Don't underestimate the power of voicing your opinion. Research conducted at the University of California in San Francisco found that people who have a harder time saying no are more prone to stress, burnout and even depression.
Maybe your boss has yet another project with an urgent deadline for you, but you already have a report due and a lingering CPE webinar. Don't be afraid to voice your opinion, many times things can be moved around so you can get your projects done effectively while keeping your sanity.
Appreciate what you have
Feeling stressed? Take some time and think about what you're grateful for. Studies show that this can reduce cortisol, the stress hormone, by 23 percent and lead to improved mood, energy and physical well-being.
Don't ask 'what if'
The fastest way to increase your stress level is ask yourself "what if I did this differently," or "what if this happens." There are a million different variables than can cause situations (both good and bad) to go in a million different directions. Instead of spending time worrying about what might happen, focus on what you can control.
Email sent directly to your smartphones leaves us open to the expectation that you are available for work 24/7. Which also leaves you vulnerable to constant stress. Pick blocks of time – whether it be the evening or over the weekend – to disconnect from your phone and enjoy spending time with your friends and family. You'll be amazed at what this can do to relieve stress and improve your mood.
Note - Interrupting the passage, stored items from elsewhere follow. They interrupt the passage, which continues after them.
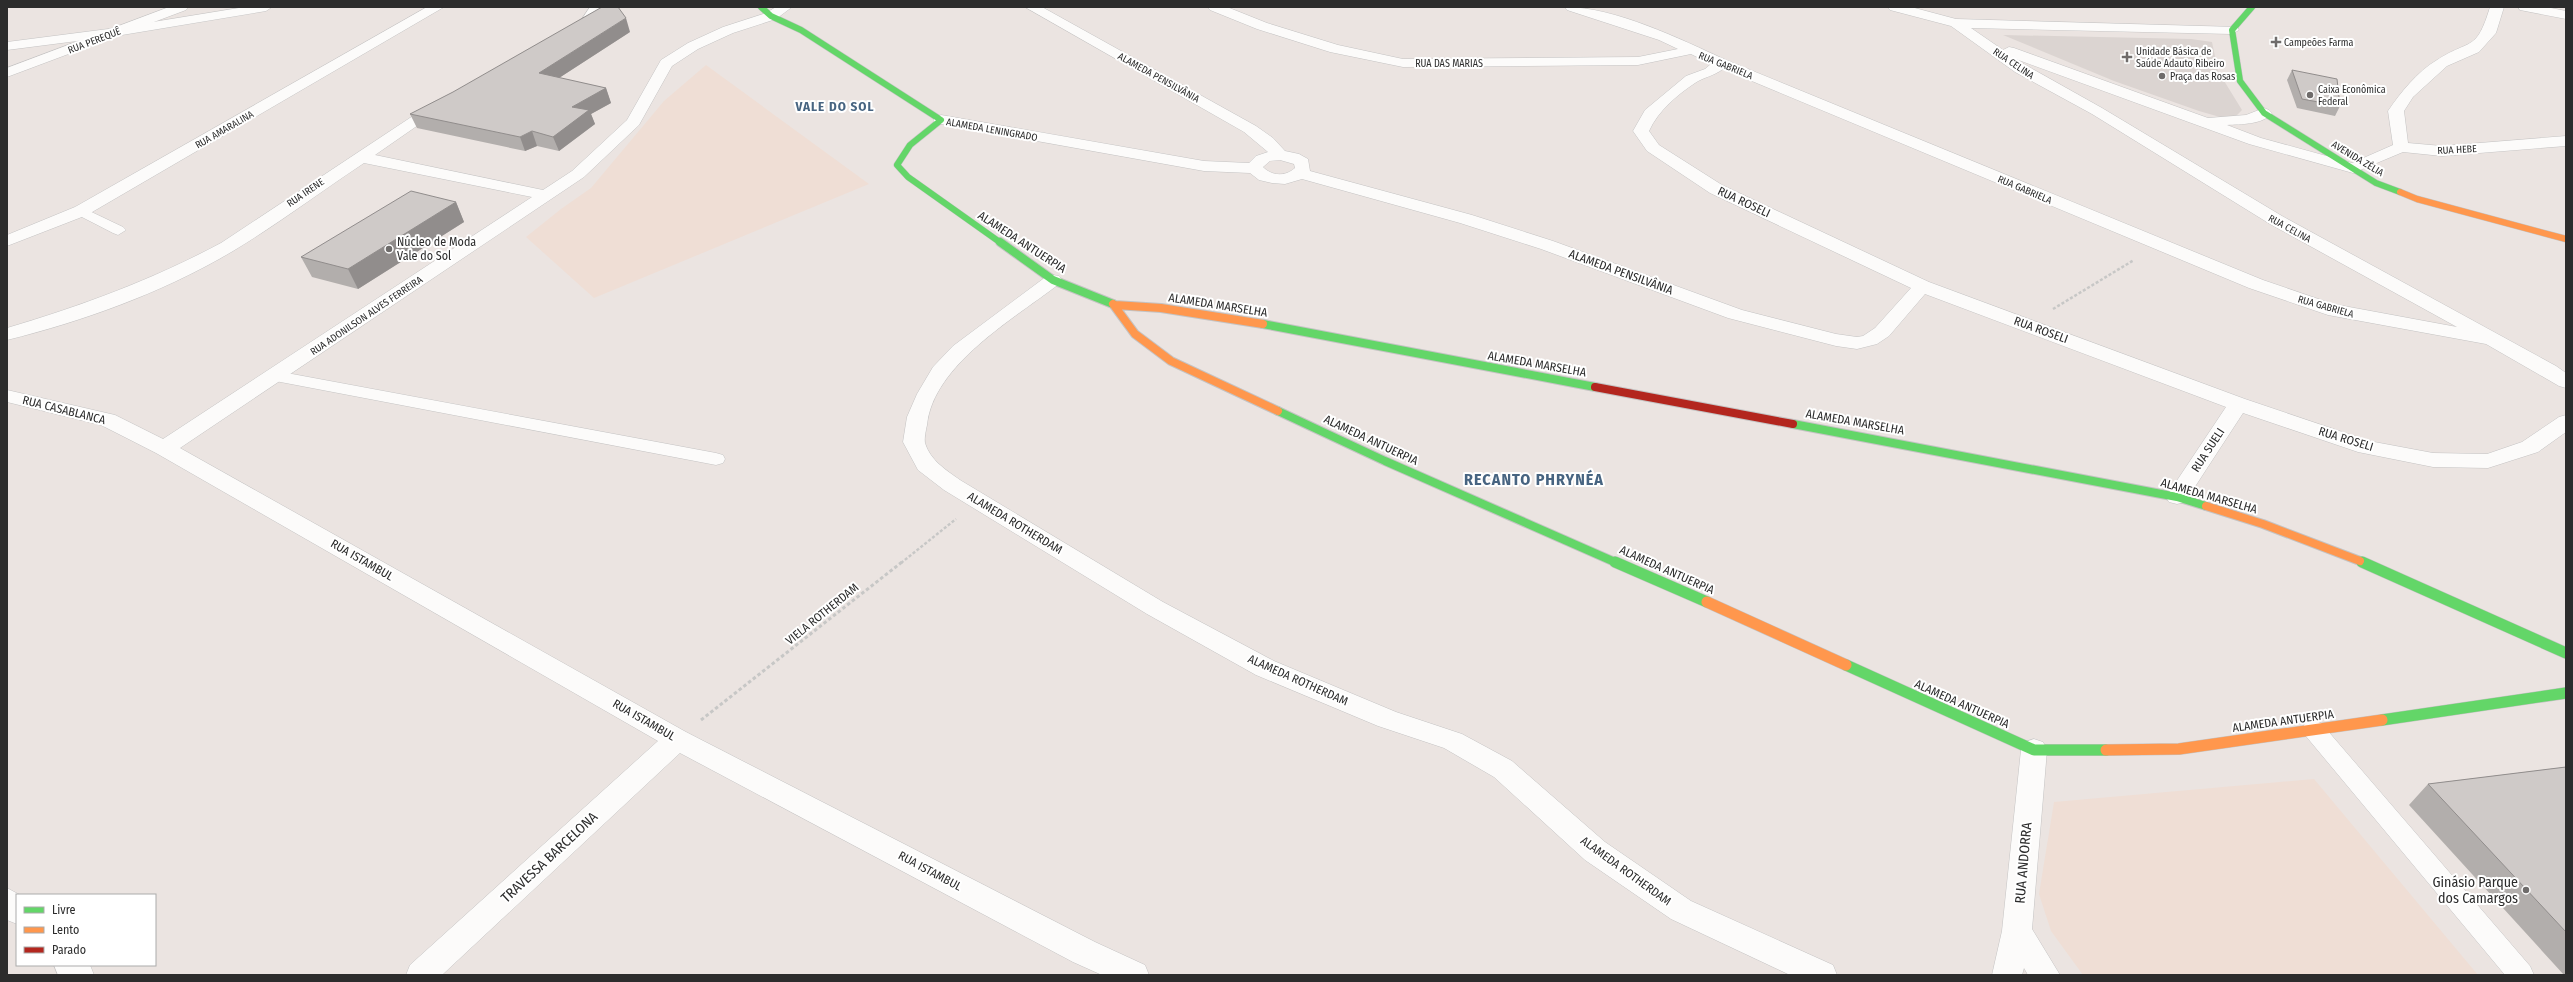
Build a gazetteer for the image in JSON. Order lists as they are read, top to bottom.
{
  "streets": {
    "street": [
      "RUA PEREQUÊ",
      "RUA DAS MARIAS",
      "RUA CELINA",
      "RUA GABRIELA",
      "ALAMEDA PENSILVÂNIA",
      "RUA AMARALINA",
      "ALAMEDA LENINGRADO",
      "RUA HEBE",
      "AVENIDA ZÉLIA",
      "RUA IRENE",
      "RUA ROSELI",
      "ALAMEDA ANTUERPIA",
      "ALAMEDA MARSELHA",
      "RUA ADONILSON ALVES FERREIRA",
      "RUA CASABLANCA",
      "RUA SUELI",
      "ALAMEDA ROTHERDAM",
      "RUA ISTAMBUL",
      "TRAVESSA BARCELONA",
      "RUA ANDORRA"
    ],
    "path": ["VIELA ROTHERDAM"]
  },
  "crossings": [
    ["RUA DAS MARIAS", "RUA GABRIELA"],
    ["RUA CELINA", "RUA GABRIELA"],
    ["RUA GABRIELA", "RUA ROSELI"],
    ["ALAMEDA PENSILVÂNIA", "RUA ROSELI"],
    ["ALAMEDA LENINGRADO", "ALAMEDA ANTUERPIA"],
    ["ALAMEDA LENINGRADO", "RUA ADONILSON ALVES FERREIRA"],
    ["RUA HEBE", "AVENIDA ZÉLIA"],
    ["RUA ROSELI", "RUA SUELI"],
    ["ALAMEDA ANTUERPIA", "ALAMEDA MARSELHA"],
    ["ALAMEDA ANTUERPIA", "ALAMEDA ROTHERDAM"],
    ["ALAMEDA ANTUERPIA", "RUA ANDORRA"],
    ["ALAMEDA MARSELHA", "RUA SUELI"],
    ["RUA ADONILSON ALVES FERREIRA", "RUA CASABLANCA"],
    ["RUA ADONILSON ALVES FERREIRA", "RUA ISTAMBUL"],
    ["RUA CASABLANCA", "RUA ISTAMBUL"],
    ["ALAMEDA ROTHERDAM", "VIELA ROTHERDAM"],
    ["RUA ISTAMBUL", "VIELA ROTHERDAM"],
    ["RUA ISTAMBUL", "TRAVESSA BARCELONA"],
    ["VIELA ROTHERDAM", "TRAVESSA BARCELONA"]
  ],
  "districts": ["VALE DO SOL", "RECANTO PHRYNÉA"],
  "places": {
    "health": ["Campeões Farma", "Unidade Básica de Saúde Adauto Ribeiro"],
    "other": [
      "Praça das Rosas",
      "Caixa Econômica Federal",
      "Núcleo de Moda Vale do Sol",
      "Ginásio Parque dos Camargos"
    ]
  },
  "legend": ["Livre", "Lento", "Parado"]
}
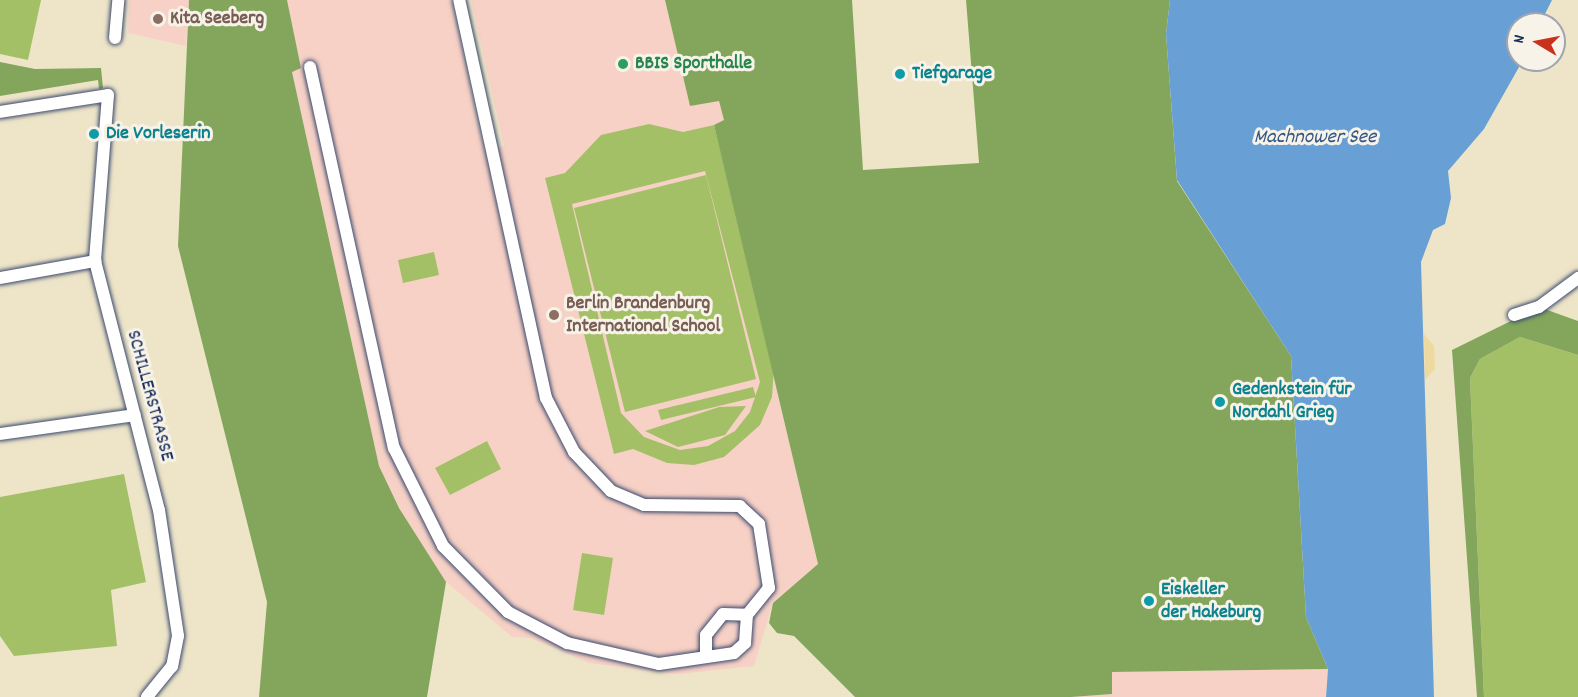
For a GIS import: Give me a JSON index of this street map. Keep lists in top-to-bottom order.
{
  "streets": {
    "street": ["SCHILLERSTRASSE"]
  },
  "water": ["Machnower See"],
  "places": [
    "Kita Seeberg",
    "BBIS Sporthalle",
    "Tiefgarage",
    "Die Vorleserin",
    "Berlin Brandenburg International School",
    "Gedenkstein für Nordahl Grieg",
    "Eiskeller der Hakeburg"
  ],
  "north": "left"
}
If you've heard it once you've heard it a million times: your body needs sleep. Experts can't say enough about the importance of sleep to help manage your stress levels and increase your emotional intelligence. When you sleep, your brain literally recharges and organizes itself, leaving you fresh when you wake up in the morning. Sleep deprivation raises stress hormone levels on its own without other stressors present, so getting enough sleep prevents you from unintentionally adding more stress to your system.
Like the importance of sleep, the importance of exercise has been beaten to death over the years. Moving your body for even just ten minutes a day releases a neurotransmitter called GABA that reduce stress and helps you control your emotions. Exercise is the first thing pushed aside when tasks start to pile up, but putting the priority on exercising will help you feel better and help you get more work done.